Join the Discussion 💬

Share ideas, ask questions, and chat with us over at hydra-zen’s discussion board.

Tip

🎓 Using hydra-zen for your research project? Cite us!

Welcome to hydra-zen’s documentation!#

hydra-zen is a Python library that makes the Hydra framework simpler and more elegant to use. Use hydra-zen to design your project to be:

  • Configurable: Change deeply-nested parameters and swap out entire pieces of your program, all from the command line.

  • Repeatable: each run of your code will be self-documenting; the full configuration of your software is saved alongside your results.

  • Scalable: launch multiple runs of your software, be it on your local machine or across multiple nodes on a cluster.

hydra-zen eliminates all hand-written yaml configs from your Hydra project. It does so by providing functions that dynamically and automatically generate dataclass-based configs for your code. It also provides a custom config-store API and task-function wrapper, which help to eliminate most of the Hydra-specific boilerplate from your project.

hydra-zen is fully compatible with Hydra, and is appropriate for use in both rapid prototypes and production-grade code.
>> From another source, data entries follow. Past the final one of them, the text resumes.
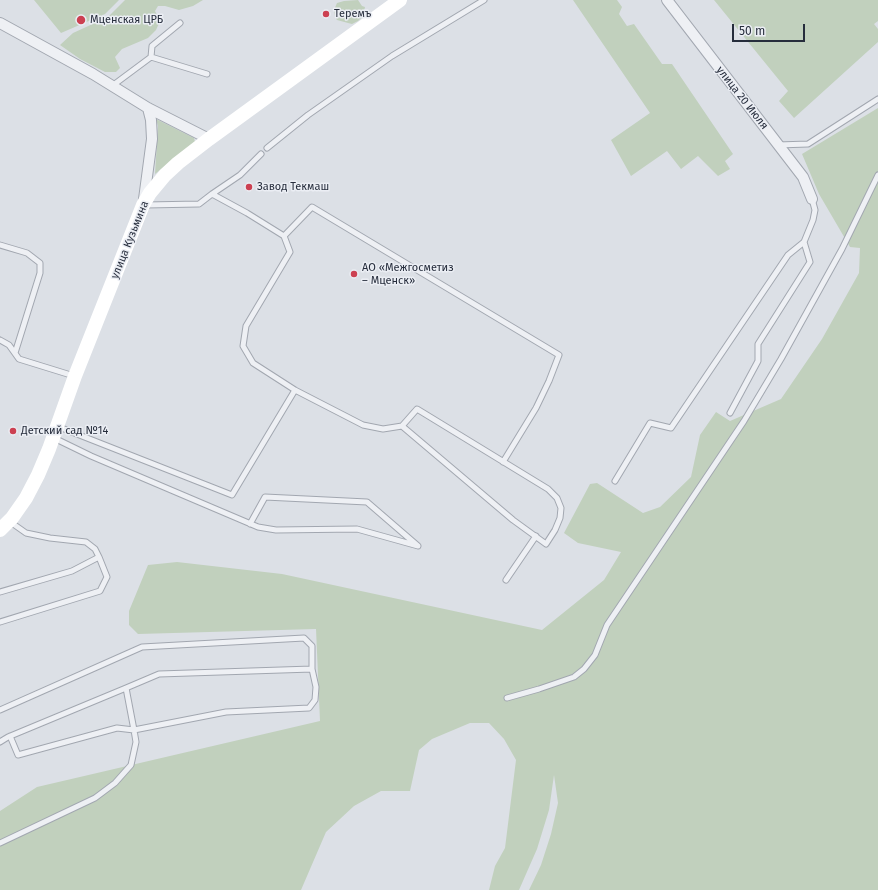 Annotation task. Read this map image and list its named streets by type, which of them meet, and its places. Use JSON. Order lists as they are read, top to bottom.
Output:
{
  "streets": {
    "main road": ["улица Кузьмина"],
    "street": ["улица 20 Июля"]
  },
  "places": [
    "Теремъ",
    "Мценская ЦРБ",
    "Завод Текмаш",
    "АО «Межгосметиз – Мценск»",
    "Детский сад №14"
  ],
  "scale_bar": "50 m"
}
It is also great for designing your data science and machine learning research to be reproducible. hydra-zen provides specialized support for using NumPy, Jax, PyTorch, and Lightning (a.k.a PyTorch-Lightning) in your Hydra application.

hydra-zen at a glance#

Suppose you have the following library code.

Some library code that we want to be able to configure and run from the CLI.#
# Contents of baby_torch.py

# Note: no Hydra/hydra-zen specific code here!

def relu(x): ...
def sigmoid(x): ...

class Model:
    def __init__(self, activation, nlayers, logits = False) -> None:
        self.summary = f"Model:\n-{activation=}\n-{nlayers=}\n-{logits=}"

class DataLoader:
    def __init__(self, batch_size = 10, shuffle_batch = True):
        self.summary = f"DataLoader:\n-{batch_size=}\n-{shuffle_batch=}\n"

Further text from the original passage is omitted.